··· Dataset records

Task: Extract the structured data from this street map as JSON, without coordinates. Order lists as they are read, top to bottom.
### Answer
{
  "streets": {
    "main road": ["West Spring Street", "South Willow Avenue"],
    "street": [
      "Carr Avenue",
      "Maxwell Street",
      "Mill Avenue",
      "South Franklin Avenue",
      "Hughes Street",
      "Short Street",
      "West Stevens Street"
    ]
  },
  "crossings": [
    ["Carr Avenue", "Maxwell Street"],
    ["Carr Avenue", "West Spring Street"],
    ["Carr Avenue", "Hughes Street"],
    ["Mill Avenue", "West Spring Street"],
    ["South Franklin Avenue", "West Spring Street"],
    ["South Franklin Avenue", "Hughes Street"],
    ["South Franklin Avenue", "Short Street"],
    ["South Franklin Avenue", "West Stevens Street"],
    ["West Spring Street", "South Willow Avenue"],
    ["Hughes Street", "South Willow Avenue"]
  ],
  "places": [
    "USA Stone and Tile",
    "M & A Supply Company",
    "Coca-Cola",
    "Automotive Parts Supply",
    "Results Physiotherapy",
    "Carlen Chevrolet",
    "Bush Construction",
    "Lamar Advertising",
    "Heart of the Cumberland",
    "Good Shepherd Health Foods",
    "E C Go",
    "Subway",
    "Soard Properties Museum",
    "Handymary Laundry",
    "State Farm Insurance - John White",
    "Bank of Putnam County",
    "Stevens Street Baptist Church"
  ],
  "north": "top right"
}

······

Please show, exactly as written, every line above that contains the word "Spring".

    "main road": ["West Spring Street", "South Willow Avenue"],
    ["Carr Avenue", "West Spring Street"],
    ["Mill Avenue", "West Spring Street"],
    ["South Franklin Avenue", "West Spring Street"],
    ["West Spring Street", "South Willow Avenue"],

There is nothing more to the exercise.